# BCD coming to an FPGA near you

If you ask engineers how numbers are represented, stored and manipulated in computers and calculators, most will reply "as signed or unsigned binary integers" or "as fixed-point or floating-point binary values." Inquire about binary coded decimal (BCD) representations, and the response is almost invariably, "That went out of style 25 to 30 years ago; no one uses it now."

But that is not entirely true. For example, every pocket calculator in the world is based on some form of decimal arithmetic, not binary. Binary floating-point values can only approximate common decimal numbers. A value of 0.1, for example, requires an infinitely recurring binary pattern of zeros and ones. When the average user performs a calculation such as 0.1 + 0.9, he or she expects to be presented with a result like 1.0. The user would find it very disconcerting to be presented with an answer of 0.999999.

Further, the majority of the world's commercial and financial data is stored and manipulated in decimal form. In many cases, the law requires that results generated from financial calculations performed on a computer exactly match those carried out using pencil and paper. That can only be achieved if the calculations are executed in decimal.

Hardware support for decimal operations, however, has been limited, to say the least. But all that is set to change. The new IEEE 754r standard defines a single data type that can be used for integer, fixed-point and floating-point decimal arithmetic.
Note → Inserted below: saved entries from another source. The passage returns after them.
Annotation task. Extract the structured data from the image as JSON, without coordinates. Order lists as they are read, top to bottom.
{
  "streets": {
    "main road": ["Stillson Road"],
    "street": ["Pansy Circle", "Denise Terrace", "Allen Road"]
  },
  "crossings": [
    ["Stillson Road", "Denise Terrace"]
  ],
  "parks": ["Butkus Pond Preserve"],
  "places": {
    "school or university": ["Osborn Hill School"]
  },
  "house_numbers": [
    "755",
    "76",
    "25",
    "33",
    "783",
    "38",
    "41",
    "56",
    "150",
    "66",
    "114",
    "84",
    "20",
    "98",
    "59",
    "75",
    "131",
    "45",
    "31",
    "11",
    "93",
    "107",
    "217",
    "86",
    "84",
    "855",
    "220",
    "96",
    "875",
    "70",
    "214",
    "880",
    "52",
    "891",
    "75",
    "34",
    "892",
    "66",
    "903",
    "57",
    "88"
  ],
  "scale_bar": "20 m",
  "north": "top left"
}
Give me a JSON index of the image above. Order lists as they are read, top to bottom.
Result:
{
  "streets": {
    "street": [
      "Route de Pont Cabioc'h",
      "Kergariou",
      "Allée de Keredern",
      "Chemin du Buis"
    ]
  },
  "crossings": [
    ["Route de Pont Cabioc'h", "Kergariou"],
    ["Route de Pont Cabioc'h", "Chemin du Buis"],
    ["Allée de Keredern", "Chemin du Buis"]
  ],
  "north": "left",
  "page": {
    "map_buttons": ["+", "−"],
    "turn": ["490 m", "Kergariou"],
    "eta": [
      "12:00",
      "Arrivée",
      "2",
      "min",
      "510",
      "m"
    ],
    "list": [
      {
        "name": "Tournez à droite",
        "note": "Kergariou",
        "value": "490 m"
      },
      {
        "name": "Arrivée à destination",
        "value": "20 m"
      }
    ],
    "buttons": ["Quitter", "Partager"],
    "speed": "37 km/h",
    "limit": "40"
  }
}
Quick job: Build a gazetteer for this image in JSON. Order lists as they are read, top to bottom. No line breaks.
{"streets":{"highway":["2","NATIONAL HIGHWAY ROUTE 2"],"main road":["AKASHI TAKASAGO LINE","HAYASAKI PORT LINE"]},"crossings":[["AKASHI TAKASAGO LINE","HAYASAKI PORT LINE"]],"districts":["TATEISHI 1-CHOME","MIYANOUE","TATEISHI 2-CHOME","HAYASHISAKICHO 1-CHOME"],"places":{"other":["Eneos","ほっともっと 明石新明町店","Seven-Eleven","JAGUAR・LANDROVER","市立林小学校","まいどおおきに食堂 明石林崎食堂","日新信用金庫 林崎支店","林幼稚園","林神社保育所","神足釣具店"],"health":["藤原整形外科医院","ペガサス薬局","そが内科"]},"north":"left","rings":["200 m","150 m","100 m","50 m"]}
As a starting point, the decimal-encoded formats and arithmetic described in the standard will be shipped in IBM's Power6 processor. But the most interesting arena may well be the creation of FPGA-based decimal arithmetic coprocessors to serve the financial and commercial markets.

**FPGAs go Wall Street**

To speed engineering and scientific calculations, today's computers include high-performance, floating-point coprocessors. By comparison, there is little in the way of hardware assist for financial applications that perform operations on data stored in decimal form. General-purpose processors, such as those from AMD and Intel, provide the ability to add and subtract values stored in decimal format, but that's as far as they go. More-complex operations like multiplication and division must be constructed from the ground up using shifts, addition and subtraction.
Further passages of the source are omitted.